• **WHAT THE TASK ASKS**
Please output exactly the lines below, starting at the line that has "Find all labels, markers" and ending at the line that has "Please mark all", both included; leave out all pictures and include nothing else.

*** ENTRIES SUPPLIED Section Begins ***

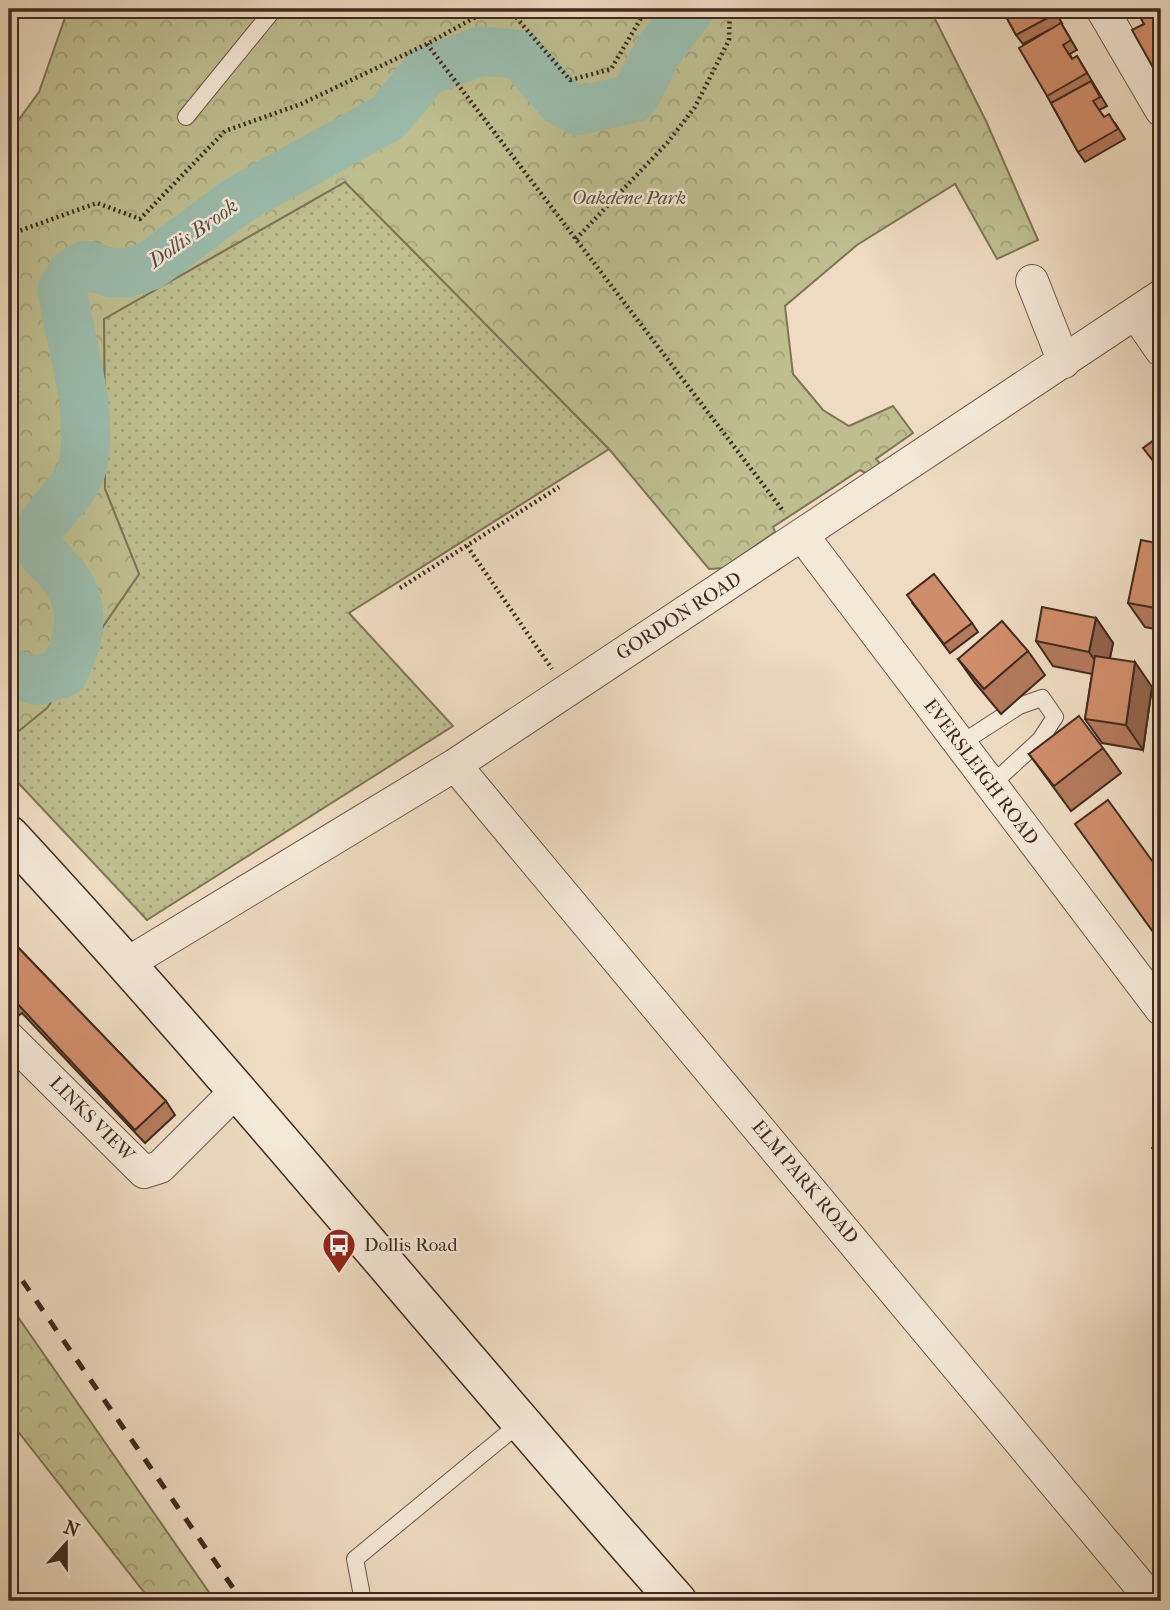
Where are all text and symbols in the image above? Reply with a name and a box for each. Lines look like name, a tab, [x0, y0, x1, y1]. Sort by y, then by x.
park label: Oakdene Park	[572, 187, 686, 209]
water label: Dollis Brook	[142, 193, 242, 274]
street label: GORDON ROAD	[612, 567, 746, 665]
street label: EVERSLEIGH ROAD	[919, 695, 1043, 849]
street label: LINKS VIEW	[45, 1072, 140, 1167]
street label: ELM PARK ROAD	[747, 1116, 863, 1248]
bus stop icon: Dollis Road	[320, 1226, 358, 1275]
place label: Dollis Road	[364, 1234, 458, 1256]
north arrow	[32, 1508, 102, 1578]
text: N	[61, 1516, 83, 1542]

*** ENTRIES SUPPLIED Section Ends ***
*** ENTRIES SUPPLIED Section Begins ***

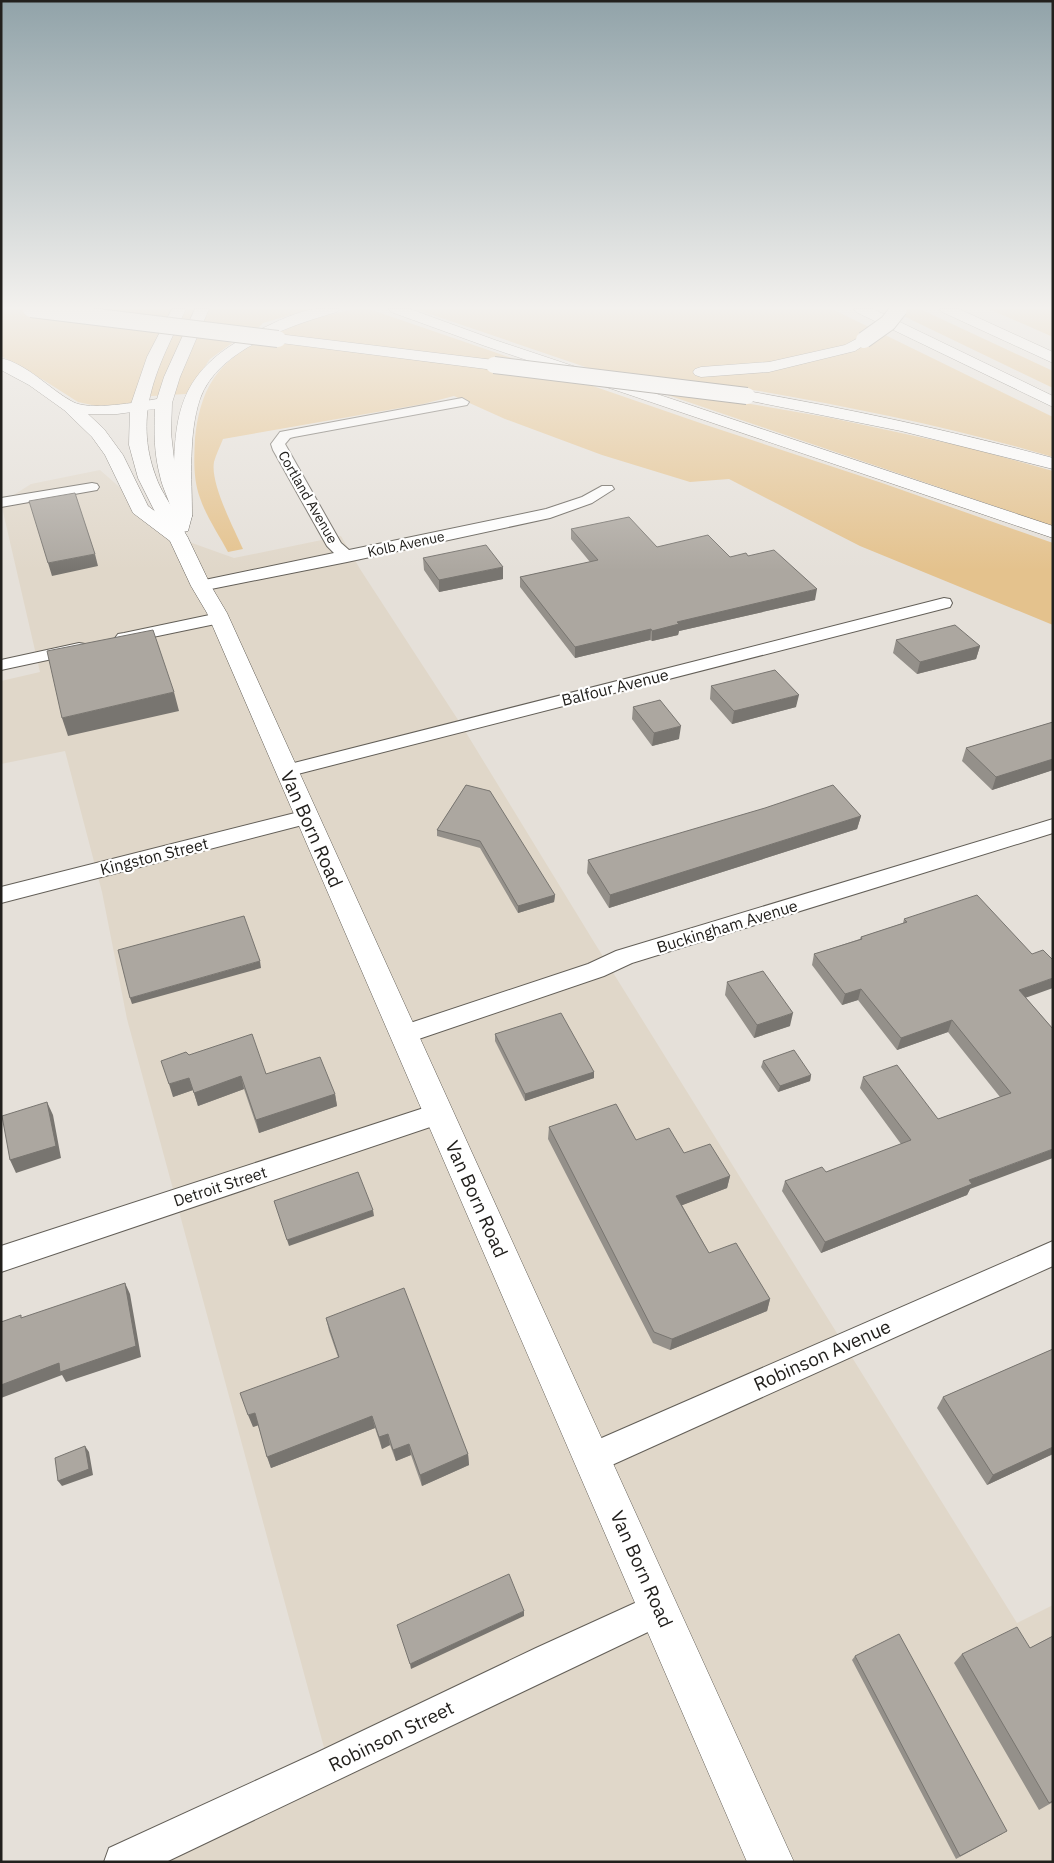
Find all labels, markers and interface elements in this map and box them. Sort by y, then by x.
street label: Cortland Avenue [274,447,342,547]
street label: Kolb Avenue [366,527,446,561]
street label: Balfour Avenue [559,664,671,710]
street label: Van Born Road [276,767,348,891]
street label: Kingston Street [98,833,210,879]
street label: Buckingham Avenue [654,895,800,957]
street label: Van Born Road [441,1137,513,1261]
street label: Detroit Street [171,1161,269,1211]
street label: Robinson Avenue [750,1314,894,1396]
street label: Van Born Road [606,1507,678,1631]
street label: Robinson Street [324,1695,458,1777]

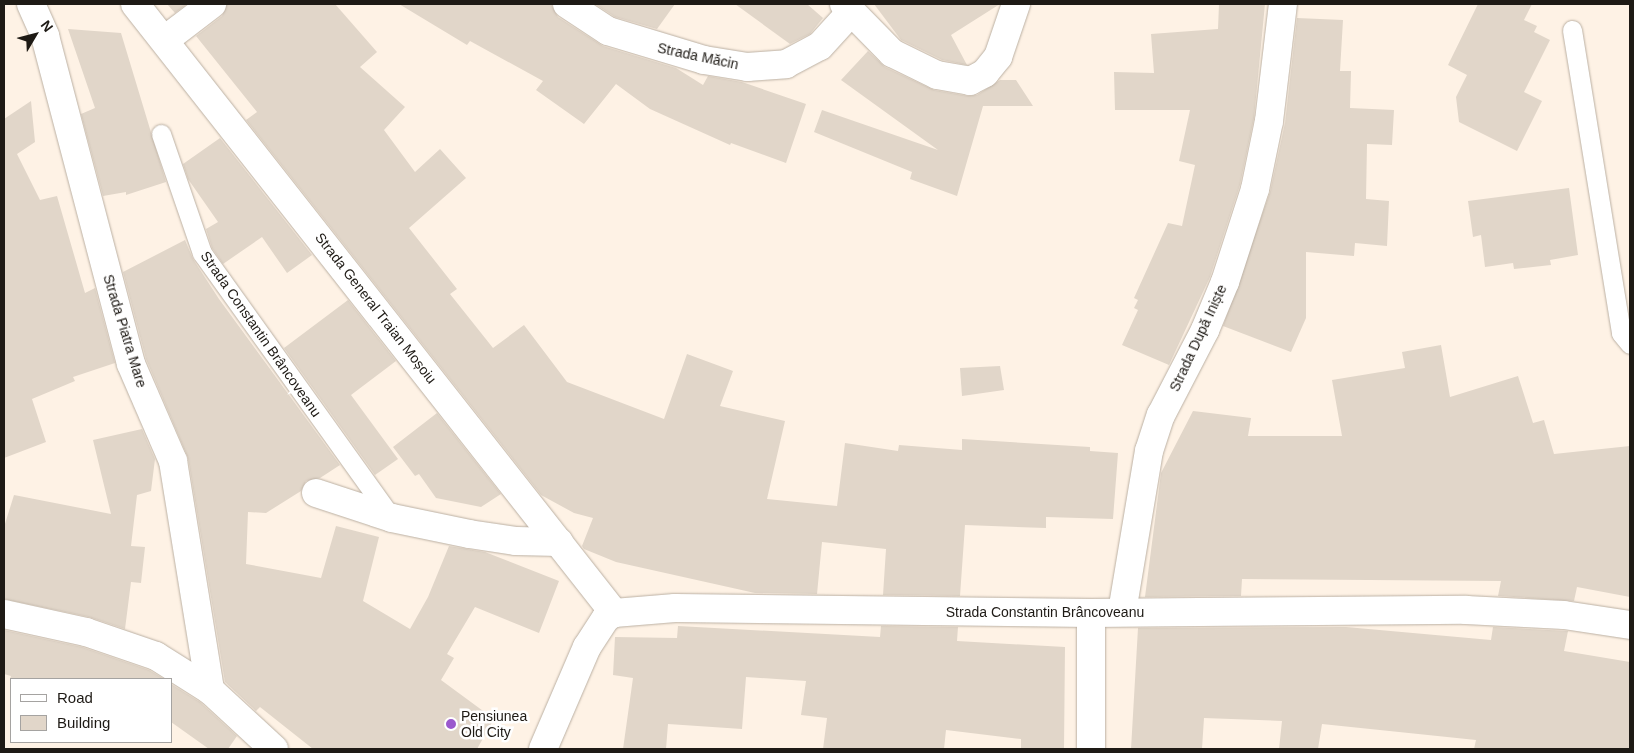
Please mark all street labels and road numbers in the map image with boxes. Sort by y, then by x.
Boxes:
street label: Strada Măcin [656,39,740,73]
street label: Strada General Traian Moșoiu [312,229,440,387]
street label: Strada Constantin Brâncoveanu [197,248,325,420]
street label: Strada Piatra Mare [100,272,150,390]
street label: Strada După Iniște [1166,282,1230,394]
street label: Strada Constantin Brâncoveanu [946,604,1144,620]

*** ENTRIES SUPPLIED Section Ends ***
*** ENTRIES SUPPLIED Section Begins ***

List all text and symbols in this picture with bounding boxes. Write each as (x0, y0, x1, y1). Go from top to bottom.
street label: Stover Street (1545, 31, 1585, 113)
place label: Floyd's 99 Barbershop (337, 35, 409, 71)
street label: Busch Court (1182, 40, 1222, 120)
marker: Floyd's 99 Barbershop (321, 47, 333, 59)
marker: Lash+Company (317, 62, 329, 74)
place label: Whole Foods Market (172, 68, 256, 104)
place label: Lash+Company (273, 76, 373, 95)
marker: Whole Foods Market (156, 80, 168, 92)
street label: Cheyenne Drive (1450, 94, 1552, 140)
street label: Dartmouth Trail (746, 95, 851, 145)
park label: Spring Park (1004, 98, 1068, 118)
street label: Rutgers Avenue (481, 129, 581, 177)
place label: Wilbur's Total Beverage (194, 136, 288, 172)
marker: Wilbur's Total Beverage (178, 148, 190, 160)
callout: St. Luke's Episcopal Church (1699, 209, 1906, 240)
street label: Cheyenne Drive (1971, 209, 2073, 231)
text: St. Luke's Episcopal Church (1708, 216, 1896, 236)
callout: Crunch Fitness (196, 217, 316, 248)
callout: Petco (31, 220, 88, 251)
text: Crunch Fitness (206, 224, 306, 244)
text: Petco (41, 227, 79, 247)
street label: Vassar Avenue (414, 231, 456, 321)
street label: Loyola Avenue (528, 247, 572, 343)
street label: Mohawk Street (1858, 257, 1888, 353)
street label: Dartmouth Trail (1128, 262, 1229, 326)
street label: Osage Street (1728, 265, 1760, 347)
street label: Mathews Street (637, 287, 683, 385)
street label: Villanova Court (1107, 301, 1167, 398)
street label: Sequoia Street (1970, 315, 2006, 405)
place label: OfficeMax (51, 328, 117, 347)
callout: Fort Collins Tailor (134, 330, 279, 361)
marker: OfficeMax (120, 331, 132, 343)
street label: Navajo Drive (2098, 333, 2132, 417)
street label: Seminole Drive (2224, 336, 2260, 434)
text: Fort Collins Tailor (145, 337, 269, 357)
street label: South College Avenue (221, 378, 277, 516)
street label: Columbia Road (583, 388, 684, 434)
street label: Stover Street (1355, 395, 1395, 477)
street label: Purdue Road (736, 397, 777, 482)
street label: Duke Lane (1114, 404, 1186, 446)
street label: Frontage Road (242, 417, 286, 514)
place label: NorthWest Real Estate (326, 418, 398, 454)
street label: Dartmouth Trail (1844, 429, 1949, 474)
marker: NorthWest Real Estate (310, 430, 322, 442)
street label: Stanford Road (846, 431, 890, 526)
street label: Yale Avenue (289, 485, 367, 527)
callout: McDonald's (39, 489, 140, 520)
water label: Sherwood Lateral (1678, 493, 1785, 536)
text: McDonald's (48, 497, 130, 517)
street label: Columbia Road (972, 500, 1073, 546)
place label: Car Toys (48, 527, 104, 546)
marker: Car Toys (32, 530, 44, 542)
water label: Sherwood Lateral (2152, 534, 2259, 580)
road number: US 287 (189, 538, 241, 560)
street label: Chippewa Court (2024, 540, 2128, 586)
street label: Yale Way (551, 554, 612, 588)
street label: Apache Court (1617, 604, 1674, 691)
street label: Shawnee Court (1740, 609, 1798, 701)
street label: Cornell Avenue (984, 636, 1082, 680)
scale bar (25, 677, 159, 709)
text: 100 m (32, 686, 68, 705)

*** ENTRIES SUPPLIED Section Ends ***

• **REPLY TO THE EXERCISE**
Find all labels, markers and interface elements in this map and box them. Sort by y, then by x.
street label: Cortland Avenue [274,447,342,547]
street label: Kolb Avenue [366,527,446,561]
street label: Balfour Avenue [559,664,671,710]
street label: Van Born Road [276,767,348,891]
street label: Kingston Street [98,833,210,879]
street label: Buckingham Avenue [654,895,800,957]
street label: Van Born Road [441,1137,513,1261]
street label: Detroit Street [171,1161,269,1211]
street label: Robinson Avenue [750,1314,894,1396]
street label: Van Born Road [606,1507,678,1631]
street label: Robinson Street [324,1695,458,1777]

Please mark all street labels and road numbers in the map image with boxes. Sort by y, then by x.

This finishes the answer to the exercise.